Causes of Marriage Breakdown
There are some indicators for the causes of marriage breakdown? How do couples know when their marriage needs some help? Many relationships can appear that they are working, but are lacking intimacy or connection because they ignore issues and do not resolve them. After a while, the spark disappears, causing marriage breakdown.
What are the Causes for Marriage Breakdown?
It is worth noting that the ways couples protect themselves actually causes marriage breakdown. Simply trying to make each other happy, by accommodating each partners needs, doesn’t maintain a healthy relationship in the long term. In fact, it often leads to bitter resentment or withdrawing from each other, when couples feel that their own needs are not met. They start to stop caring for their spouse, sometimes drifting apart from each other. If they do not express their needs, concerns or raise issues that affect them, then they become disinterested in the in each other causing marital breakdown. When the things that matter to them get ignored or they’ve given up aspects of their life for the relationship, then relationship breakdown occurs. The more that spouses feel that their life is not fulfilling their needs, they feel unsatisfied because they are not living a self fulfilled life. Failing to activate their self or register what they feel, means they live a lifeless marriage. So, it makes sense that couples detach, fall apart or end their relationship, without marriage guidance resolutions.
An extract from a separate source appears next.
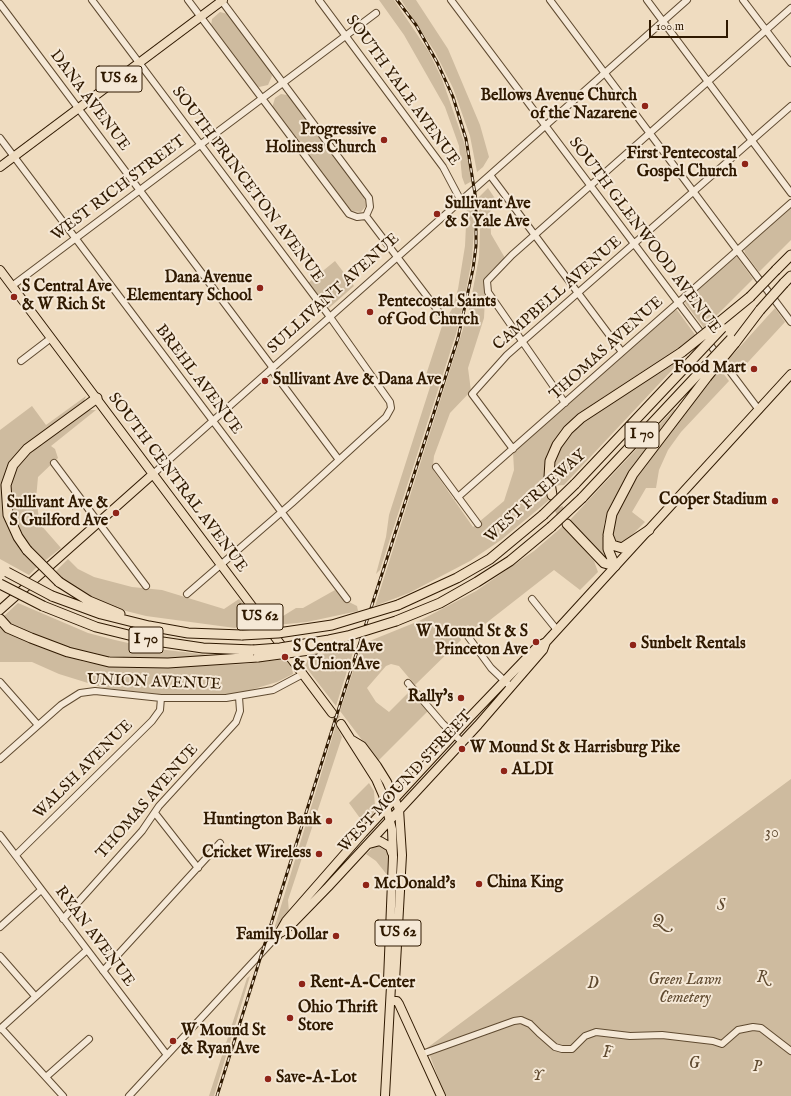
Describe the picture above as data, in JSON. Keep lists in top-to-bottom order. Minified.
{"streets":{"highway":["I 70","WEST FREEWAY"],"main road":["US 62","SULLIVANT AVENUE","SOUTH CENTRAL AVENUE","WEST MOUND STREET"],"street":["SOUTH YALE AVENUE","DANA AVENUE","SOUTH PRINCETON AVENUE","WEST RICH STREET","SOUTH GLENWOOD AVENUE","CAMPBELL AVENUE","THOMAS AVENUE","BREHL AVENUE","UNION AVENUE","WALSH AVENUE","RYAN AVENUE"]},"crossings":[["US 62","DANA AVENUE"],["US 62","SOUTH PRINCETON AVENUE"],["US 62","BREHL AVENUE"],["US 62","WEST MOUND STREET"],["SOUTH YALE AVENUE","WEST RICH STREET"],["SOUTH YALE AVENUE","SULLIVANT AVENUE"],["DANA AVENUE","SOUTH PRINCETON AVENUE"],["DANA AVENUE","WEST RICH STREET"],["DANA AVENUE","SULLIVANT AVENUE"],["SOUTH PRINCETON AVENUE","WEST RICH STREET"],["SOUTH PRINCETON AVENUE","SULLIVANT AVENUE"],["WEST RICH STREET","BREHL AVENUE"],["WEST RICH STREET","SOUTH CENTRAL AVENUE"],["SOUTH GLENWOOD AVENUE","SULLIVANT AVENUE"],["SOUTH GLENWOOD AVENUE","CAMPBELL AVENUE"],["SOUTH GLENWOOD AVENUE","THOMAS AVENUE"],["SOUTH GLENWOOD AVENUE","WEST MOUND STREET"],["SULLIVANT AVENUE","BREHL AVENUE"],["SULLIVANT AVENUE","SOUTH CENTRAL AVENUE"],["CAMPBELL AVENUE","THOMAS AVENUE"],["THOMAS AVENUE","UNION AVENUE"],["THOMAS AVENUE","RYAN AVENUE"],["SOUTH CENTRAL AVENUE","UNION AVENUE"],["UNION AVENUE","WALSH AVENUE"],["WALSH AVENUE","RYAN AVENUE"],["WEST MOUND STREET","RYAN AVENUE"]],"parks":["30","S","Q","R","Green Lawn Cemetery","D","F","G","P","Y"],"places":["Bellows Avenue Church of the Nazarene","Progressive Holiness Church","First Pentecostal Gospel Church","Sullivant Ave & S Yale Ave","Dana Avenue Elementary School","S Central Ave & W Rich St","Pentecostal Saints of God Church","Food Mart","Sullivant Ave & Dana Ave","Cooper Stadium","Sullivant Ave & S Guilford Ave","W Mound St & S Princeton Ave","Sunbelt Rentals","S Central Ave & Union Ave","Rally's","W Mound St & Harrisburg Pike","ALDI","Huntington Bank","Cricket Wireless","China King","McDonald's","Family Dollar","Rent-A-Center","Ohio Thrift Store","W Mound St & Ryan Ave","Save-A-Lot"],"scale_bar":"100 m"}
A healthy relationship begins with having a healthy sense of self. If you have a cohesive sense of self, you are more likely to know how you feel, so you can express yourself when it is necessary. Those who have deficits in their self, cannot get in touch with their self, needs or feelings, so they cannot take care of themselves, to get their needs met. A healthy self means you know how you would like to be treated and be able to make a stand for yourself, so you can protect yourself. Making a stand for ones self, makes a stand for healthy relationship, Letting your partner know when something upsets you, means you are likely to be respected in the marriage.
Marital discord occurs when it becomes unsafe for spouses to raise issues with each other, so the issues get way out of hand, building tension. If hurt feelings cannot be expressed, heard or received in the relationship, then the couple cannot rebuild the relationship. Inn marriage guidance counselling, expressing these underlying feelings, builds connection and understanding. Yet, often, spouses do not know what they feel underneath their angry reactions, because the issues get on top of them.
How to prevent marriages to breakdown
Marriage counselling assists couples to dismantles the defensive reactions and get in touch with what actually hurts them, so that it builds connection and understanding. Once their partners can see what underlies their behaviour, they feel more understanding and less likely to react. When distressed, partners get caught in their anger, so the only way they can escape the anger is to blame or attack their spouse. So their partner does not get to hear the real feelings. Instead, their partner counter attacks or distances. Often couples get so caught in the emotional whirlwind, that they can lose grip on themselves and each other. Counselling assists spouses to hear and respond to what really goes on for each other, without reacting. So they can rebuild the marital bond, move past stuckness, so they can feel more secure, close and connected.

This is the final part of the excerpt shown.